-- RECORDED INFORMATION --
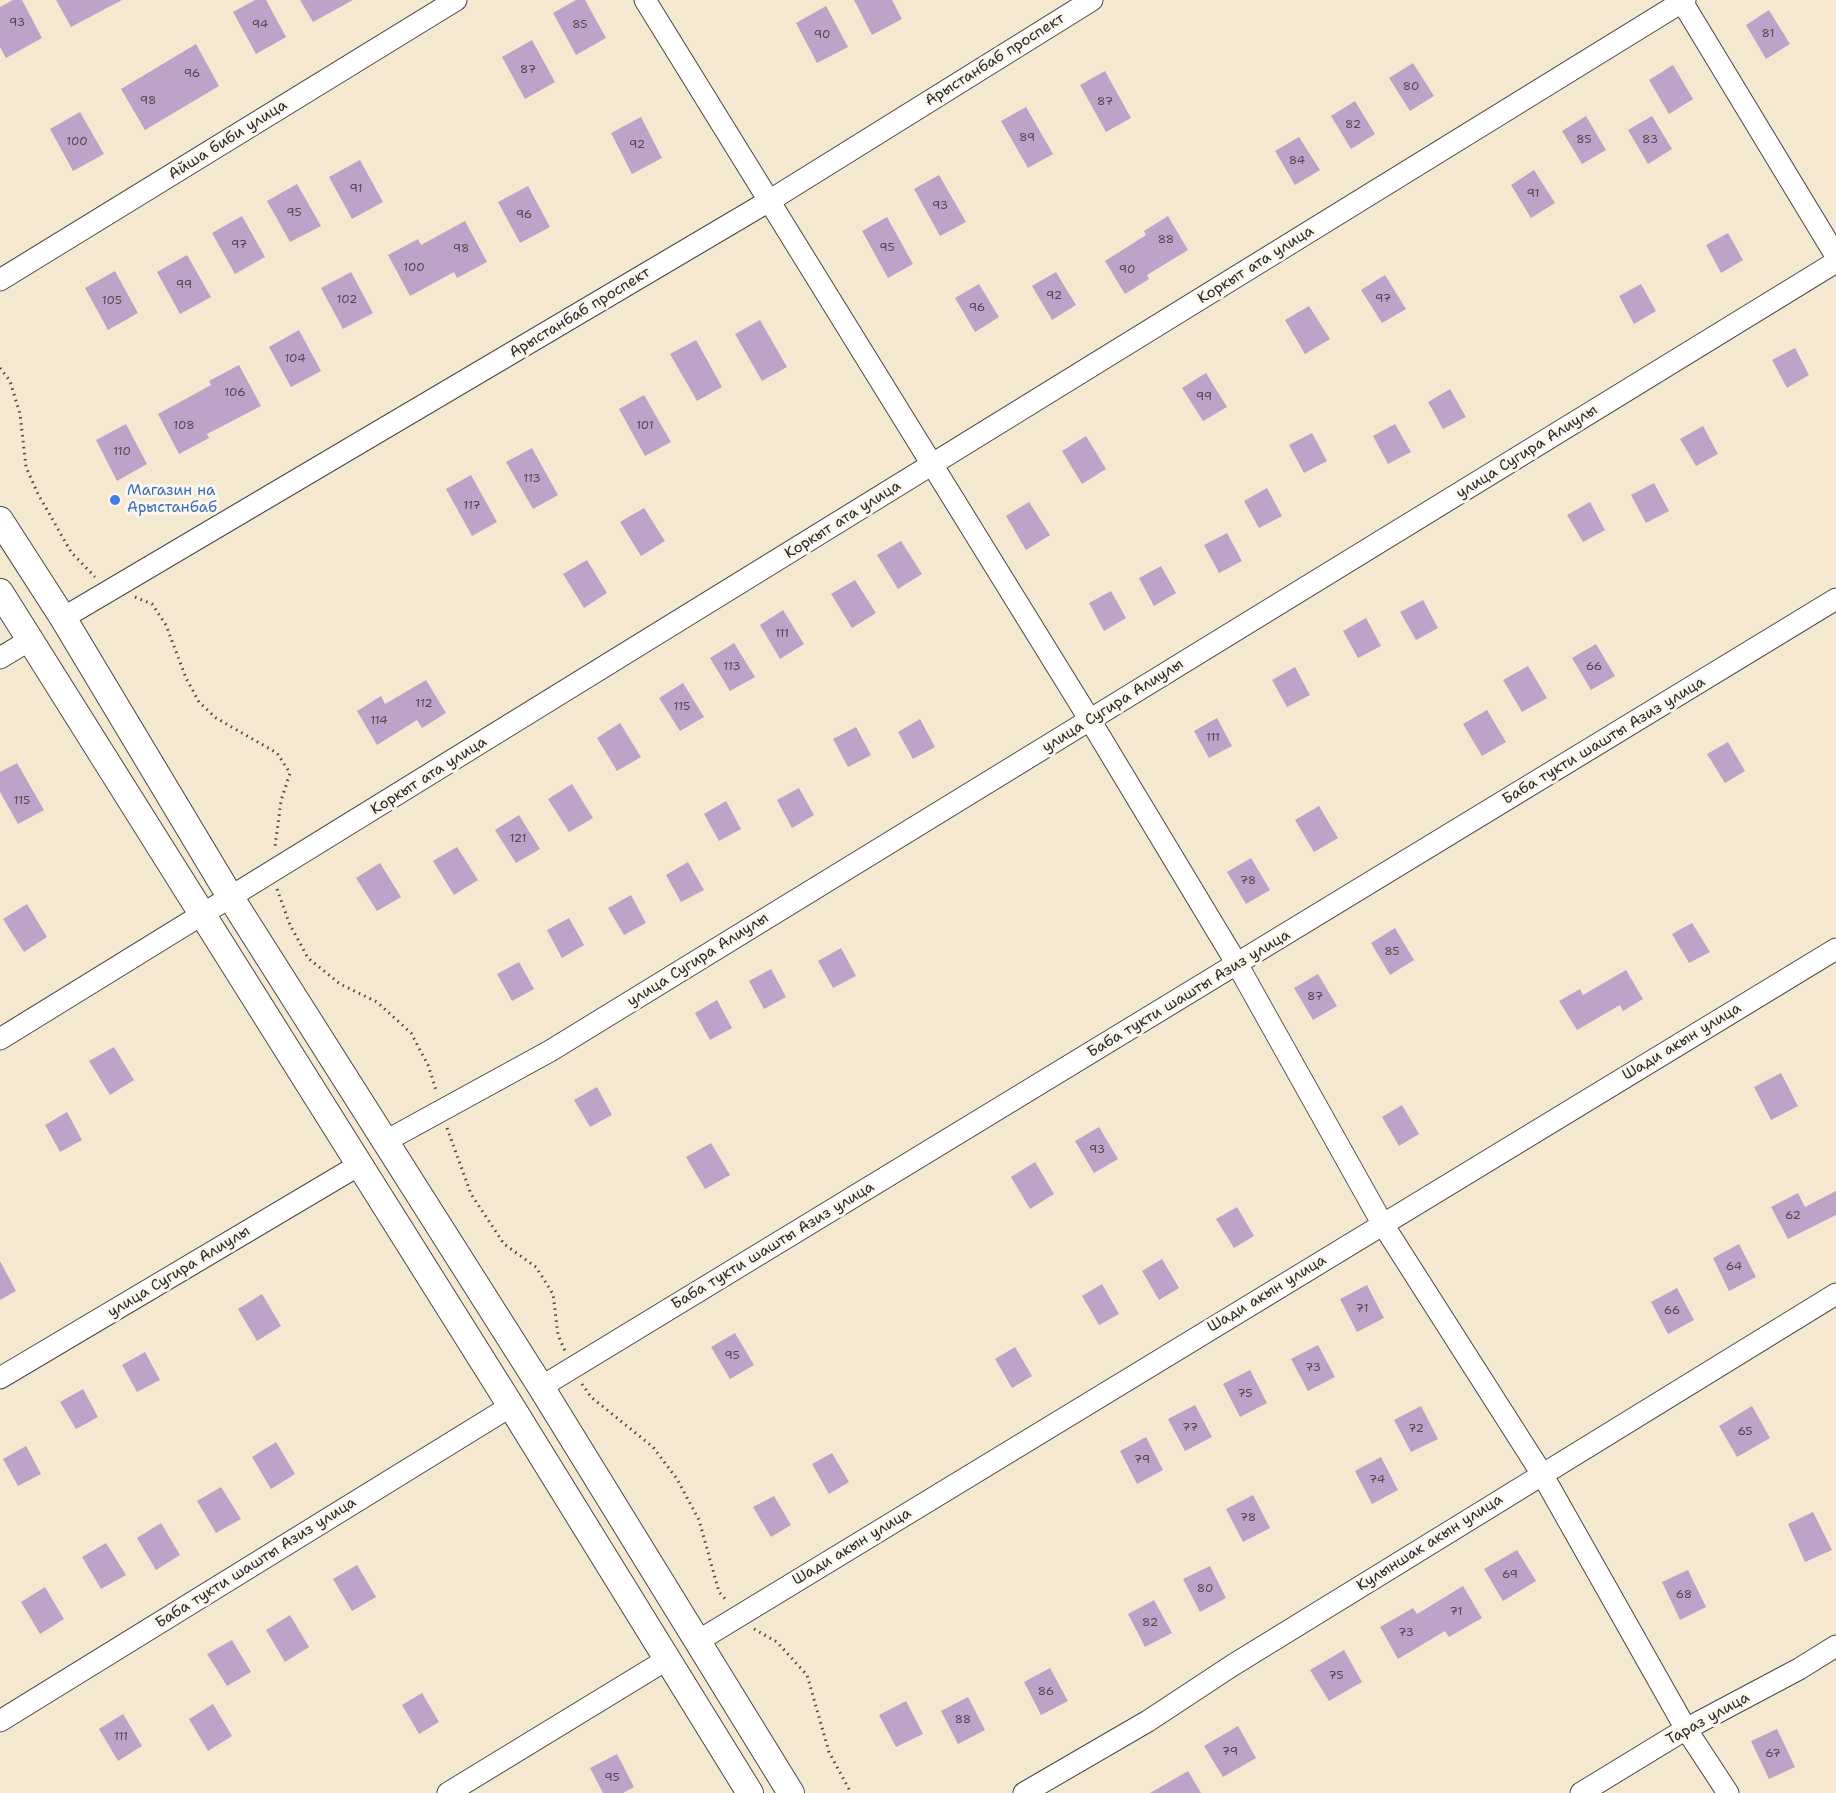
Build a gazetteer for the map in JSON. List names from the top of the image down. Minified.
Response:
{"streets":{"street":["Арыстанбаб проспект","Айша биби улица","Коркыт ата улица","улица Сугира Алиулы","Баба тукти шашты Азиз улица","Шади акын улица","Кулыншак акын улица","Тараз улица"]},"places":["Магазин на Арыстанбаб"],"house_numbers":["93","94","85","81","90","87","96","80","98","87","82","89","85","83","100","92","84","91","91","93","95","96","88","97","95","98","100","90","99","92","97","102","105","96","104","106","99","108","101","110","113","117","111","113","66","112","115","114","111","115","121","78","85","87","93","62","64","71","66","95","73","75","77","72","65","79","74","78","69","80","68","71","82","73","75","86","88","111","79","67","95"]}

-- BRIEF --
Transcribe the whole listing exactly. Pictures stay out of your copy.

-- THE COMPLETED TASK --
Build a gazetteer for the map in JSON. List names from the top of the image down. Minified.
Response:
{"streets":{"street":["Арыстанбаб проспект","Айша биби улица","Коркыт ата улица","улица Сугира Алиулы","Баба тукти шашты Азиз улица","Шади акын улица","Кулыншак акын улица","Тараз улица"]},"places":["Магазин на Арыстанбаб"],"house_numbers":["93","94","85","81","90","87","96","80","98","87","82","89","85","83","100","92","84","91","91","93","95","96","88","97","95","98","100","90","99","92","97","102","105","96","104","106","99","108","101","110","113","117","111","113","66","112","115","114","111","115","121","78","85","87","93","62","64","71","66","95","73","75","77","72","65","79","74","78","69","80","68","71","82","73","75","86","88","111","79","67","95"]}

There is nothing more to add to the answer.